The good news: you can spot the signs in a couple of minutes, and a few simple checks can rule out other causes. Some of those checks are safe to do yourself.
Here is what a failing ignitor looks like, what you can safely check, and why the ignitor itself is a tech's job. Start at the top and work down.
Check first
Set the thermostat to HEAT above room temperature. Check the filter and the furnace power switch. Confirm other gas appliances work so you know gas is reaching the home.
Stop here
Leave the house and call from outside for a gas smell or a CO alarm. Do not open the furnace, touch the ignitor, or try to light the burners by hand.
What to tell us
Whether you hear clicking, a glow, or nothing, how many times it tries before quitting, and when the no-heat started. Plain notes help more than a guessed part.
The short answer first
A bad ignitor means the furnace cannot light its burners. The control board calls for heat, the steps run, but there is no flame.
So you get no heat at all.
Most furnaces use a hot surface ignitor. It is a small part that glows hot to light the gas.
Over years of heating and cooling, it weakens and finally cracks.
Before you blame the ignitor, rule out the simple stuff: the thermostat, the filter, and the power switch. The ignitor itself is a no-touch part for a tech, but the easy checks are yours.
- A bad ignitor means no flame and no heat.
- Most furnaces use a hot surface ignitor that wears out over time.
- Rule out the thermostat, filter, and power switch first.
- The ignitor swap is a tech's job, not a DIY fix.
Signs your ignitor has failed
A failing ignitor has a few telltale signs. The most common is a furnace that goes through its start steps but never lights.
You hear the steps, then the system gives up.

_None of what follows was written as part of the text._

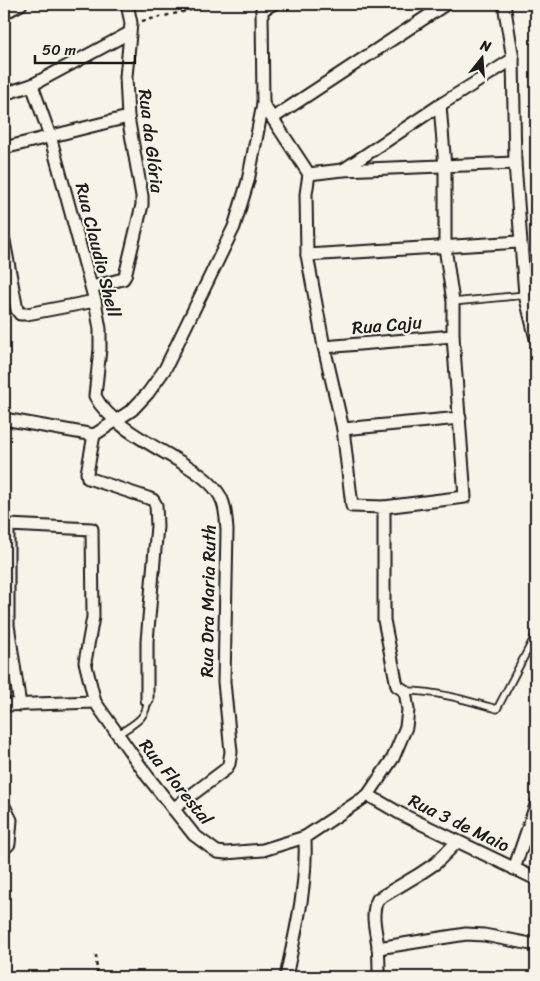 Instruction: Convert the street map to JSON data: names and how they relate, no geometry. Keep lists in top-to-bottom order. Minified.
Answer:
{"streets":{"street":["Rua da Glória","Rua Claudio Shell","Rua Caju","Rua Dra Maria Ruth","Rua Florestal","Rua 3 de Maio"]},"crossings":[["Rua da Glória","Rua Claudio Shell"],["Rua Claudio Shell","Rua Dra Maria Ruth"],["Rua Dra Maria Ruth","Rua Florestal"],["Rua Florestal","Rua 3 de Maio"]],"scale_bar":"50 m","north":"top"} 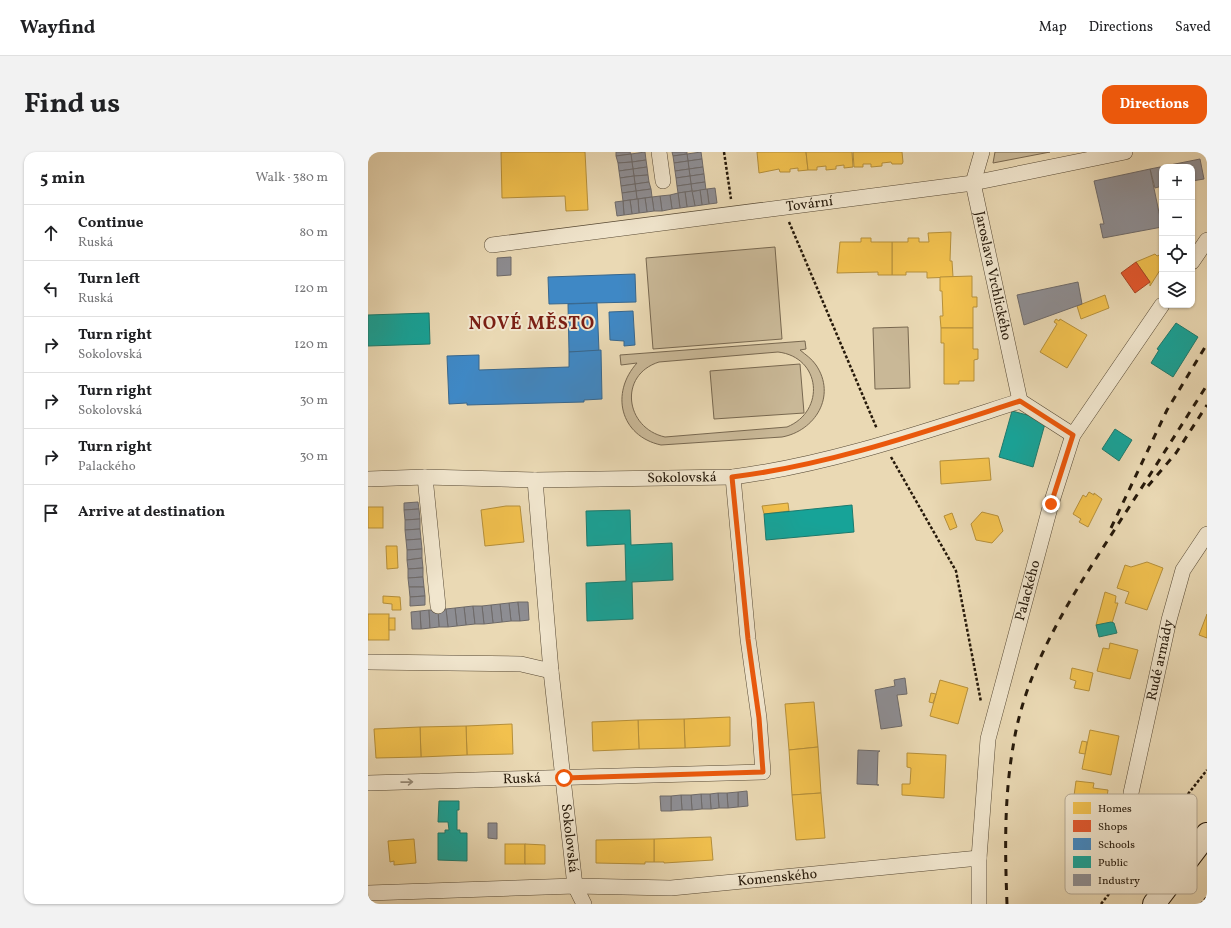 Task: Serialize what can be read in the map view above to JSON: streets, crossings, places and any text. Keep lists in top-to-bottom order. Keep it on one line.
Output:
{"streets":{"street":["Tovární","Jaroslava Vrchlického","Sokolovská","Palackého","Rudé armády","Ruská","Komenského"]},"crossings":[["Tovární","Jaroslava Vrchlického"],["Jaroslava Vrchlického","Sokolovská"],["Sokolovská","Ruská"],["Sokolovská","Komenského"],["Palackého","Komenského"]],"districts":["NOVÉ MĚSTO"],"legend":["Homes","Shops","Schools","Public","Industry"],"page":{"header":"Wayfind","nav":["Map","Directions","Saved"],"title":"Find us","buttons":"Directions","heading":["5 min","Walk · 380 m"],"map_buttons":["+","−"],"list":[["Continue","Ruská","80 m"],["Turn left","Ruská","120 m"],["Turn right","Sokolovská","120 m"],["Turn right","Sokolovská","30 m"],["Turn right","Palackého","30 m"],"Arrive at destination"]}}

Listen near the furnace when it tries to start. You may hear a click or a soft whir from the inducer motor, then silence where the burners should fire.
No whoosh, no warm air.
Many furnaces try a few times before locking out. They run the start sequence two or three times, fail each time, then stop and wait.
That repeat-and-quit pattern often points to ignition.
If you can safely see the burner area through a sight glass without opening anything, a working ignitor glows bright orange before the gas lights. A dead one stays dark.
Do not open panels to look.
- The furnace runs its start steps but never lights.
- You hear clicking or a whir, then no flame.
- It may try a few times, then lock out and stop.
- A working ignitor glows orange; a dead one stays dark.
Rule out the thermostat first
Before you assume the ignitor, check the thermostat. A furnace that gets no call for heat will not even try to light, which can look like an ignitor problem.
Set the mode to HEAT, not COOL or OFF. Then set the temperature a few degrees above the room so the furnace gets a clear call.
Look at the screen. If it is blank or dim, replace the battery.
A dead battery stops the heat call, and the furnace stays silent.
If the furnace now runs its start steps and tries to light, the thermostat was the issue or the heat call is reaching the furnace fine. If it still will not light, move on.
Check the schedule too. A programmable thermostat can ease off the heat at certain hours to save power.
If a schedule is holding the temperature low, the furnace will not call for heat, and that can look like a dead ignitor. Override the schedule and hold a steady setting to test.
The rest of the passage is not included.